Back in early March, I wrote that Under Armour (UA,UAA) could become the next Nike. I wrote this piece after the company had fallen 25% in one day after posting their Q4 2016 earnings report. This price decline was similar to what happened to Nike (NKE) in the late 1990s as it matured from its high growth days.
Under Armour recently shot up 10% after reporting better than expected revenue and earnings numbers for Q1 2017. With this new price level in mind, my first quarterly update on my call will examine the company's most recent earnings report. Let's start with the good because there was far less of that.
As mentioned above, Under Armour beat on both the top and bottom lines. The company posted $1.1 billion in revenue and a loss of 1 cent per share. The revenue number beat Wall Street expectations by $8 million and the EPS number beat by 3 cents. On top of that, the company also maintained its full-year top line guidance of 11%-12% growth.
In my original article on Under Armour, I discussed how international growth was an important thing to track for the company and in this area they did not disappoint. The company's total international sales grew 52% during the quarter. By specific international location, the sales growth was 55% in EMEA, 60% in Asia-Pacific and 30% in Latin America.

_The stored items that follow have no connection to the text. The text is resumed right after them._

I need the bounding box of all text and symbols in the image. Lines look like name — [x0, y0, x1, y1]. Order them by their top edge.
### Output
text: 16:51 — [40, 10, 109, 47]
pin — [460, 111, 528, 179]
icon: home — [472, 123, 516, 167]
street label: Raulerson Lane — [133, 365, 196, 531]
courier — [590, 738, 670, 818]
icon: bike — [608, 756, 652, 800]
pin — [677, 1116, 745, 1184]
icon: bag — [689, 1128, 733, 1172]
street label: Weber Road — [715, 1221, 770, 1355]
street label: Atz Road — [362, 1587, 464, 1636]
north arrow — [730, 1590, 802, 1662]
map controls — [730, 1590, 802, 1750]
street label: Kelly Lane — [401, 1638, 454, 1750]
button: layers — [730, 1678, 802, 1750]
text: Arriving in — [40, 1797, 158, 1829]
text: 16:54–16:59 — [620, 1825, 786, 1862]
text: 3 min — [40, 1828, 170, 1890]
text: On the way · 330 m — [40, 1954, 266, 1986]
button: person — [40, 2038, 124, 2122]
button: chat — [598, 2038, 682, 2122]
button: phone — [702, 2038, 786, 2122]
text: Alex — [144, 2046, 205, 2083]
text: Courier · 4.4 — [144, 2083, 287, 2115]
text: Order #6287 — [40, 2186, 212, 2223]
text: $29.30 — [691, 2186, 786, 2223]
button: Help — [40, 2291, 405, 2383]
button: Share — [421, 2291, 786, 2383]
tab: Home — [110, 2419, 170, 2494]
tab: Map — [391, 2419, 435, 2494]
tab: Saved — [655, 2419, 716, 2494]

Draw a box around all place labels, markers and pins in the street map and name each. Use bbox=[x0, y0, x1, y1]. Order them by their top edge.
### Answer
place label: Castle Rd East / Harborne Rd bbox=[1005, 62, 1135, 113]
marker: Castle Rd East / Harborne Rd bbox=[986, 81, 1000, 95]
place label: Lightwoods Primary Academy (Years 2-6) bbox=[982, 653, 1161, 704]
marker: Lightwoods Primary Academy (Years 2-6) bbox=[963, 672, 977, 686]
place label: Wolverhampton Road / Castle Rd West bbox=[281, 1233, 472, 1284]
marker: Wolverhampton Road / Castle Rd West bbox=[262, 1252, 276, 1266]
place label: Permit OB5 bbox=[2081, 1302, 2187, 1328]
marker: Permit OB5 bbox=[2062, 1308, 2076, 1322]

That's about it for the good. Now on to the bad.
(Source: Market Realist)
Under Armour has revenue issues that go beyond maturing from its high growth stage. Back in March I wrote, "It is very important for Under Armour to be ahead of the curve on trends in the US due to the fact 83% of its revenue is currently generated in the country." Under Armour actually saw its North American sales fall 1% in the Q1 2017, which is a major red flag. There were two main reasons for this decline.
The first is the 2016 bankruptcy of Sports Authority, one of Under Armour's biggest brick-and-mortar retail partners in the US. Under Armour has attempted to weather that loss through partnerships with Kohl's (NYSE: KSS) and DSW (NYSE: DSW), but noted in its Q1 release that, "new distribution was more than offset by the absence of business lost to bankruptcies in 2016." This hints to the fact that sales from these new chains were lower than the management had expected.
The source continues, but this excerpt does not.